Thompson began by discussing the country’s deep history of an unjust incarceration system, as well as the measures that have been taken to combat the injustice. Thompson said although recent years have shown an increase in awareness for problems in the incarceration system, current data reveals an increased severity of the issue.
“What is new is that even in the last five years there has been a pretty dramatic grassroots, community-based effort to do something about this,” Thompson said. “But somehow from 1972 to the present day we came to lock up more people than any other country on the globe. We lock them up for longer, we have more children serving life sentences than anywhere else.
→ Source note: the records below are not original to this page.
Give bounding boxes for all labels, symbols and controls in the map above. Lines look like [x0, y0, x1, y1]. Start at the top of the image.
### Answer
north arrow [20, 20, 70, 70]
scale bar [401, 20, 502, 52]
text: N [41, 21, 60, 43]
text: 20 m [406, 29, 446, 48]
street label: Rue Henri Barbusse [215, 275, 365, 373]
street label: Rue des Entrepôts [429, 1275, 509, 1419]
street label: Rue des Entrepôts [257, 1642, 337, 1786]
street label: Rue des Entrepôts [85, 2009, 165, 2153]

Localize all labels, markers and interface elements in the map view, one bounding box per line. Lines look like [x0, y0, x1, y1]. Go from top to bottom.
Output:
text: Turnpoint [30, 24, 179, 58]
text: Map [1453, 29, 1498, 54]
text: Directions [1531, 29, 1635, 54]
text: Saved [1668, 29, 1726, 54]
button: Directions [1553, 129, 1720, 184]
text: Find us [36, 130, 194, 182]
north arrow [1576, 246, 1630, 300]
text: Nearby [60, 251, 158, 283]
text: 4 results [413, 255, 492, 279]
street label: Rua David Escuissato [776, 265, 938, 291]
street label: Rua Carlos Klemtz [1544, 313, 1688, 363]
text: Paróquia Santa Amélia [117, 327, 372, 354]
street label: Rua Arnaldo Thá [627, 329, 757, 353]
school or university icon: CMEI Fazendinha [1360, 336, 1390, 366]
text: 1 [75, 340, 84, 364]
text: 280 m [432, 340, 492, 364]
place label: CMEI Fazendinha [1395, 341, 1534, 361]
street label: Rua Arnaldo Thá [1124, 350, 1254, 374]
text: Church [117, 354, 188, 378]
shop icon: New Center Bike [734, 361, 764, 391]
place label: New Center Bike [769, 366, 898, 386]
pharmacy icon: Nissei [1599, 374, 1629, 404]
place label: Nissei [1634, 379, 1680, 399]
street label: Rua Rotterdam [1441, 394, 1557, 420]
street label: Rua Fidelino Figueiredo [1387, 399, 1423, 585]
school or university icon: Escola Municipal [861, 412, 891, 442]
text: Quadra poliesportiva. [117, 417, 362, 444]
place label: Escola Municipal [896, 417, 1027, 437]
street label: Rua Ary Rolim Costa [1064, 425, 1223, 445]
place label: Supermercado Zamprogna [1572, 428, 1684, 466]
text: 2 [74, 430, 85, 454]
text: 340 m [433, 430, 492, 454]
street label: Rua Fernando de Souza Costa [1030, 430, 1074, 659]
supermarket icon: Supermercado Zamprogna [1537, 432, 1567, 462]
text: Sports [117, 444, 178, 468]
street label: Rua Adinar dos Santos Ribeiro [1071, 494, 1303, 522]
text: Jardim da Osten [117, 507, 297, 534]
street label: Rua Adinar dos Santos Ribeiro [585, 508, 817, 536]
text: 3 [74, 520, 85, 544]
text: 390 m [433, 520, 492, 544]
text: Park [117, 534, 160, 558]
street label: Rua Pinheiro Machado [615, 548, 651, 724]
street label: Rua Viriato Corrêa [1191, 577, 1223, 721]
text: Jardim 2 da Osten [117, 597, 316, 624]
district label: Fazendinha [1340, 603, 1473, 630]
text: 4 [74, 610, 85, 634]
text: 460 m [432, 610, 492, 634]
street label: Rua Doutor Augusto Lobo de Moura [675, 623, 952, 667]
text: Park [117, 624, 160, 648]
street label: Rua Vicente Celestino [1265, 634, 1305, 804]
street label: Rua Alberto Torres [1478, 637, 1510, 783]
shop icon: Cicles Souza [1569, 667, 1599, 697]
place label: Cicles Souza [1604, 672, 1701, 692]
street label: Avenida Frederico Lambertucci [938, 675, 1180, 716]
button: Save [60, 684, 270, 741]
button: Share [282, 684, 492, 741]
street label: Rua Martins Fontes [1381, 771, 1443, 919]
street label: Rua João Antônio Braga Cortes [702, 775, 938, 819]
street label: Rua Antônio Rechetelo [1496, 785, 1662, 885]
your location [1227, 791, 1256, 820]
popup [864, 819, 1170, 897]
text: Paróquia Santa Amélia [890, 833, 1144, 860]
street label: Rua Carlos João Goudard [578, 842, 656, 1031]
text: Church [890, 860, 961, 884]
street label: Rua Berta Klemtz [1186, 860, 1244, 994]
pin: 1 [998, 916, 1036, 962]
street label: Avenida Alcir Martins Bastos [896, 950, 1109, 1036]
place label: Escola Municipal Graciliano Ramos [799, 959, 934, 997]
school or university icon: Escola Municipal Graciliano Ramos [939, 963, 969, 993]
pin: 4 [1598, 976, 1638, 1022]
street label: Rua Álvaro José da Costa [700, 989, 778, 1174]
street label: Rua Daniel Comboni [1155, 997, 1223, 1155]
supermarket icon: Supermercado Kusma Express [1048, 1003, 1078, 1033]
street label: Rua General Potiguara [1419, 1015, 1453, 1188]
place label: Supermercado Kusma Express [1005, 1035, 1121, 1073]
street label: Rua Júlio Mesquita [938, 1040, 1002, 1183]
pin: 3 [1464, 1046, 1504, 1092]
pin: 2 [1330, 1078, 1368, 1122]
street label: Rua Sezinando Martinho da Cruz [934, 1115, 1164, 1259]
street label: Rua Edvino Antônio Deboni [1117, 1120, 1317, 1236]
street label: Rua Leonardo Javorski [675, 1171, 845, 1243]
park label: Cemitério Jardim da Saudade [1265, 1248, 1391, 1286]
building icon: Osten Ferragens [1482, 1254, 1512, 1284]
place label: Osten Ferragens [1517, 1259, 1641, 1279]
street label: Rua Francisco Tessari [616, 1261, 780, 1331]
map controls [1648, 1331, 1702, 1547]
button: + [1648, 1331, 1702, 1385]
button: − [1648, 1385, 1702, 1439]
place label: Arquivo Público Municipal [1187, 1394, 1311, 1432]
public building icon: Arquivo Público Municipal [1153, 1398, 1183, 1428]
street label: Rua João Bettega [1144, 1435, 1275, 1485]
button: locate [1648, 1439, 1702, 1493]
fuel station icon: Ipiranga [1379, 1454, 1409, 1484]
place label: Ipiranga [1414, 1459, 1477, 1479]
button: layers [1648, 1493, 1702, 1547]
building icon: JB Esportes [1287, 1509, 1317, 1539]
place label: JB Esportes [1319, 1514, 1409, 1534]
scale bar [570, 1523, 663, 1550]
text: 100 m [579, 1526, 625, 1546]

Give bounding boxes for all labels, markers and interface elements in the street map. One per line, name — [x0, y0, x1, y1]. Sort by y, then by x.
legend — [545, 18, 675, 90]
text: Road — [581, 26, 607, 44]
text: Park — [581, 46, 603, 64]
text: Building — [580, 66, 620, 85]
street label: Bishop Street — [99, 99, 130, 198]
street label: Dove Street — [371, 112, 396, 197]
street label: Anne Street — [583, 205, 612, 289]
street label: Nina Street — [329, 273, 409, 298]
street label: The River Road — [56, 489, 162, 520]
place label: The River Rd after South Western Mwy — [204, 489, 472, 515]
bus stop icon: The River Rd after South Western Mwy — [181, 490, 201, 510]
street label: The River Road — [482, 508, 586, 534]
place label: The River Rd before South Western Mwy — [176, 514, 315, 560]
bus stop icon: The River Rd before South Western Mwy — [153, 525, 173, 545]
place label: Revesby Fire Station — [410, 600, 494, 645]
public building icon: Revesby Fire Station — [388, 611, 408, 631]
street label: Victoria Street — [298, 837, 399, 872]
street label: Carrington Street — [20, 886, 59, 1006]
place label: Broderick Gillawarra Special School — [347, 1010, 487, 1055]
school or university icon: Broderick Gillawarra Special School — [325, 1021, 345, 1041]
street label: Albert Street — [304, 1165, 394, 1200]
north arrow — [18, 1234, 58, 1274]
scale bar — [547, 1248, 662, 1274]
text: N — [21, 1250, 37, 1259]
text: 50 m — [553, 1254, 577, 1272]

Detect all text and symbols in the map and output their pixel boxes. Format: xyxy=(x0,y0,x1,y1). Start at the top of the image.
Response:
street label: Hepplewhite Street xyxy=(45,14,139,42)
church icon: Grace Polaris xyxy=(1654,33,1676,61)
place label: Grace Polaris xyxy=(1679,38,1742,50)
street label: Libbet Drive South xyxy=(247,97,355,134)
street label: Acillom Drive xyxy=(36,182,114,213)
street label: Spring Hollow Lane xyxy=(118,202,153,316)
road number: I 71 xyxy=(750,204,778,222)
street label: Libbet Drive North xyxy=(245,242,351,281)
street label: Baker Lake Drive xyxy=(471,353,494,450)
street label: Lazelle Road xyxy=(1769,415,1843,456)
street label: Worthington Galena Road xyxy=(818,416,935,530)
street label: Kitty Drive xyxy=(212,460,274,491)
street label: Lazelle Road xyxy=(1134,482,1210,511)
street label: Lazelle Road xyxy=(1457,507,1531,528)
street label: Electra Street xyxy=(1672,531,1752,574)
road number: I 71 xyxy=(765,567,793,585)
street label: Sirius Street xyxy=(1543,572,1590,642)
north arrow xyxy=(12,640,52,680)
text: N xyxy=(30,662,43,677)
Michigan has the dubious distinction of being one of the leaders in that.”
According to Thompson, PCAP has been critical in developing an understanding for the issue as well as ways to address the problem.
“PCAP is one of the few organizations that was paying any attention whatsoever to what was going on on the inside,” Thompson said. “Meanwhile, PCAP expanded, got bigger and bigger and started doing more and more work inside, introducing more and more Michigan students, such as you, to what’s actually going on on the inside. That’s why these workshops are so important.”
Kinesiology junior Dwyer Loughran said she hopes people understand the importance of the work done by PCAP.
“I hope people understand how important it is and why it matters,” Loughran said. “It’s a small time commitment, but it’s like Christmas for people who are inside. I feel that this is necessary to improve the quality of their lives.”
In response to the lack of a large database highlighting stories and experiences of incarcerated individuals, Thompson highlighted the Carceral State Project, a project started in 2016 that creates a database depicting images of confinement in the U.S.
“PCAP has also been instrumental in working to help me and several other people to create something at Michigan we’re calling the Carceral State Project,” Thompson said. “The one thing data doesn’t do is tell stories. It doesn’t tell what this experience really looks like. We’re going to initiate the first ever major documenting of criminalization and confinement in America.”
LSA junior Liv Naimi, a PCAP executive board member, said the work PCAP does may not solve the problem in its entirety, but it does allow for personal connection and growth for incarcerated individuals.
“When you’re involved with PCAP, we’re not solving all of these problems at a college level, but that connection that we get to build in that space matters so much in the moment,” Naimi said.